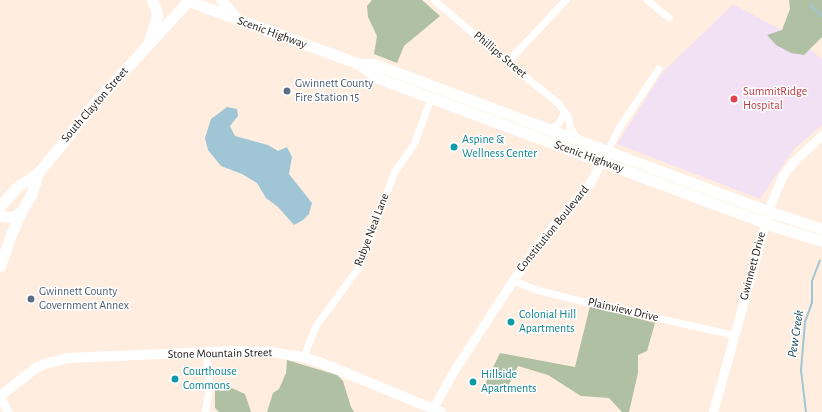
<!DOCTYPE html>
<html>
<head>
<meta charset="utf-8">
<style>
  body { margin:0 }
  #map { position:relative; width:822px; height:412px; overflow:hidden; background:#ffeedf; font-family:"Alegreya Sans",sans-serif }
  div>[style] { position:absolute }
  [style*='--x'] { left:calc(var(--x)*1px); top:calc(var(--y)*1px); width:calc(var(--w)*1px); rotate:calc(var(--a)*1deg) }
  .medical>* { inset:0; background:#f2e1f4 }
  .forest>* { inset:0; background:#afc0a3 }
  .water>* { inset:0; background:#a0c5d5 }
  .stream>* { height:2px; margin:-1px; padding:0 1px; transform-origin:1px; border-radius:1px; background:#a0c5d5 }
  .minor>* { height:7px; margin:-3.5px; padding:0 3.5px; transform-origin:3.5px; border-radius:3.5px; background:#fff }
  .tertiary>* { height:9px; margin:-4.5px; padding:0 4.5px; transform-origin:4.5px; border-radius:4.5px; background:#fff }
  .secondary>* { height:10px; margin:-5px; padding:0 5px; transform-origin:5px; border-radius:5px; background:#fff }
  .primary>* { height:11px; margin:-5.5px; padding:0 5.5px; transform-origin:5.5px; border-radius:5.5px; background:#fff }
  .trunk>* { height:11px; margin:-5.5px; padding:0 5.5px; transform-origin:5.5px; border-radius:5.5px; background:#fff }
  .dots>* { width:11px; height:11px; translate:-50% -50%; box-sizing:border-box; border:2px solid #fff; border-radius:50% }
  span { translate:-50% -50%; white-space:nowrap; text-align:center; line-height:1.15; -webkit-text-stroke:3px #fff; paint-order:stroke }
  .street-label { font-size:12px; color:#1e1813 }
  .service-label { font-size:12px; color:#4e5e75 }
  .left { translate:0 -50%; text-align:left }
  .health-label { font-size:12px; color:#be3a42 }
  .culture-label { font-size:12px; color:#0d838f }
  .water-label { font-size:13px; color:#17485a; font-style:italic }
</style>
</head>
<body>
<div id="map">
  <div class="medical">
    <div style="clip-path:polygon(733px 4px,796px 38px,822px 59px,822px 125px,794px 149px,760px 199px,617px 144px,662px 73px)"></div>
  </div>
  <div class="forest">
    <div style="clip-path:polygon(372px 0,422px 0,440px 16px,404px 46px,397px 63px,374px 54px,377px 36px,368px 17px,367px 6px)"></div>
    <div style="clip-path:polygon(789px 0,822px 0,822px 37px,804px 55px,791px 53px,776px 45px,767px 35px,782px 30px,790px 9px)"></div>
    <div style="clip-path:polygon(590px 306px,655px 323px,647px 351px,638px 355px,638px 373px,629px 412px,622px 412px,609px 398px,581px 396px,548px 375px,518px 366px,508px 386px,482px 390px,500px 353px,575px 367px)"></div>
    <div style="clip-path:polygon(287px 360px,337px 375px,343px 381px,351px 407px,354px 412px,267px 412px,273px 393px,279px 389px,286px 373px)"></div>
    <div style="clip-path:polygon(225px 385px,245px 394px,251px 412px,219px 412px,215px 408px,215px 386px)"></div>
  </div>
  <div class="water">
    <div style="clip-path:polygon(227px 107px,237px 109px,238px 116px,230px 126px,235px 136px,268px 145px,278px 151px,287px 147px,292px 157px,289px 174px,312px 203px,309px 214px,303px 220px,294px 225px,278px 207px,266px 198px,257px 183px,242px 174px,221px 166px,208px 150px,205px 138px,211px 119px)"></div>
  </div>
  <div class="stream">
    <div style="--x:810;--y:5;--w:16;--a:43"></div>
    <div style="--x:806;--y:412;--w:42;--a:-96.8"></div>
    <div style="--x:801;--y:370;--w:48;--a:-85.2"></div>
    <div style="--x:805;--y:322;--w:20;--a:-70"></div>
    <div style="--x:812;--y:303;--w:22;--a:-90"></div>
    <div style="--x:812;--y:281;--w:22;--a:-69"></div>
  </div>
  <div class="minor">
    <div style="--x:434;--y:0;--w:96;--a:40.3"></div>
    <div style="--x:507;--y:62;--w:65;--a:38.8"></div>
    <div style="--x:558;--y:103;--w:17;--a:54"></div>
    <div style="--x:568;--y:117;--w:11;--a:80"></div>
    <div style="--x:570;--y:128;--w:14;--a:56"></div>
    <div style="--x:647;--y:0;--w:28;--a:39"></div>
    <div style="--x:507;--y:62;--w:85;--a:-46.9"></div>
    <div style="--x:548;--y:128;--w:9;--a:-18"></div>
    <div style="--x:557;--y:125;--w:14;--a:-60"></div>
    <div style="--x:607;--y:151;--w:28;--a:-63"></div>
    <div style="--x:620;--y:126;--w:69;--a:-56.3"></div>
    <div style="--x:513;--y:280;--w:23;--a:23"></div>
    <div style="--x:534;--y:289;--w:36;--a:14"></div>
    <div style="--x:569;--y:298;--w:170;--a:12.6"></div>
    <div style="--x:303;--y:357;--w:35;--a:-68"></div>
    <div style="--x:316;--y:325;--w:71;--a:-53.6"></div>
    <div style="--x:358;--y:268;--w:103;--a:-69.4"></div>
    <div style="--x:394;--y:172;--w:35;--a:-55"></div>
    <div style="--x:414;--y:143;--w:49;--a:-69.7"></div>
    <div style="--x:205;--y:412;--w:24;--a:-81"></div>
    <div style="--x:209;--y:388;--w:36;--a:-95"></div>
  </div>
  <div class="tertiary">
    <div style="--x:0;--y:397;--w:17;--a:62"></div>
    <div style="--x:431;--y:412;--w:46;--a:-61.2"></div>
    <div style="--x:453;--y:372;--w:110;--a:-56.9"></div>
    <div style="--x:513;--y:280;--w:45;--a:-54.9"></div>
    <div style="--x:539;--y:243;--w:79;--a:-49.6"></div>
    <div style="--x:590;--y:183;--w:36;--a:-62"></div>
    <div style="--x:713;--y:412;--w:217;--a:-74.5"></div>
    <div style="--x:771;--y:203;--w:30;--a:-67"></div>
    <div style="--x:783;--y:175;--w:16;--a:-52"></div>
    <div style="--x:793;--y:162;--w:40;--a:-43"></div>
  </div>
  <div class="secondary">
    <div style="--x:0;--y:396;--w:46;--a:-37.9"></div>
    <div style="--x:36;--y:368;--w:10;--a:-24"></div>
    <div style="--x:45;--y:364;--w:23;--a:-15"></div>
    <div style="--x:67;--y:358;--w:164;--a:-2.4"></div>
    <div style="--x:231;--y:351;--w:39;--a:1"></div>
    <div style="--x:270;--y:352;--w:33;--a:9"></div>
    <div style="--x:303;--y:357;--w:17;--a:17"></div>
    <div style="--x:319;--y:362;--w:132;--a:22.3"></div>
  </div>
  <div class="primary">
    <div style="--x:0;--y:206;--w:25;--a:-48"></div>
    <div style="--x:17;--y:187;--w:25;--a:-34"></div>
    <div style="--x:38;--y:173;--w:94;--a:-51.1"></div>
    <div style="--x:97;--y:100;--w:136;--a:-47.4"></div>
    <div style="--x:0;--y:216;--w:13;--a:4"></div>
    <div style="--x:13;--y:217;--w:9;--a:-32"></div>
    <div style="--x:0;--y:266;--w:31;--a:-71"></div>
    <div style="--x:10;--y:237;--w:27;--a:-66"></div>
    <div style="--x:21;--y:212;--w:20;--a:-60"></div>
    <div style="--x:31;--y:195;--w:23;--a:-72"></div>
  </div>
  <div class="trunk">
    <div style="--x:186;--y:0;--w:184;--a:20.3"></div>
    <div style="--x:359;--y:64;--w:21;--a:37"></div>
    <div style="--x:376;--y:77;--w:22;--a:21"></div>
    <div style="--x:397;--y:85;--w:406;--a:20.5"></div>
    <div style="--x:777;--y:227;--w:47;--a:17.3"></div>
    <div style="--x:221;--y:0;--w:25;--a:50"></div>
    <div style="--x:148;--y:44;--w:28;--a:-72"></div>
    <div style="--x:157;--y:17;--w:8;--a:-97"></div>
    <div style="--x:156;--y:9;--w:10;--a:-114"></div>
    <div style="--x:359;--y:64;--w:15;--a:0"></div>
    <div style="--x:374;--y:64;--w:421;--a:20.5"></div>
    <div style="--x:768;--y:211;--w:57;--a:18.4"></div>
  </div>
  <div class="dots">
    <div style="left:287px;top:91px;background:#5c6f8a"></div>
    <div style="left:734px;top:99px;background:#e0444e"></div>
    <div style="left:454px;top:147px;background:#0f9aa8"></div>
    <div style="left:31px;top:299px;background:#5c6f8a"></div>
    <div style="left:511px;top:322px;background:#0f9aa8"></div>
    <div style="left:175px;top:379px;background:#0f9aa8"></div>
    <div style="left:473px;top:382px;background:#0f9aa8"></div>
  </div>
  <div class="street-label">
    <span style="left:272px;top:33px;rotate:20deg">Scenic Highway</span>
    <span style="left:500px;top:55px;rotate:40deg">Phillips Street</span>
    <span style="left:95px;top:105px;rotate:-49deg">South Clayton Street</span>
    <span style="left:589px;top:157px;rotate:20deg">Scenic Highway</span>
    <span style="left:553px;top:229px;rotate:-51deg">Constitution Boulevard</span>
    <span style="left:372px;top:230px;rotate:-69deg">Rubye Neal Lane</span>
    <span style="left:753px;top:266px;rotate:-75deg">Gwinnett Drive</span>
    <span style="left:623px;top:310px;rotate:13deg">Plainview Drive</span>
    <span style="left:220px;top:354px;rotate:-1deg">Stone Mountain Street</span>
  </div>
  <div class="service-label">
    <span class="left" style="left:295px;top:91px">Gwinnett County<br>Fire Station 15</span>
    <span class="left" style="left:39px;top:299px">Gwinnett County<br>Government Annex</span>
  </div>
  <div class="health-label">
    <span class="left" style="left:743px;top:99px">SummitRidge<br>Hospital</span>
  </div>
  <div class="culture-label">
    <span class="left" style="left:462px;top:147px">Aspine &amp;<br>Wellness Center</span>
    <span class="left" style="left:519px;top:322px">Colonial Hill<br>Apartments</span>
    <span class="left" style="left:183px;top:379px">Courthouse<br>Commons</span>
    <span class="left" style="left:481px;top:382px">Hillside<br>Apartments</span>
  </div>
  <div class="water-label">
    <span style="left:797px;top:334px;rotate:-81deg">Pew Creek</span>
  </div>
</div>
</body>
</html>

* **WORK TO COMPLETE**: Identify all lines in the records above with the word "position".

* **TASK SOLUTION**:
  #map { position:relative; width:822px; height:412px; overflow:hidden; background:#ffeedf; font-family:"Alegreya Sans",sans-serif }
  div>[style] { position:absolute }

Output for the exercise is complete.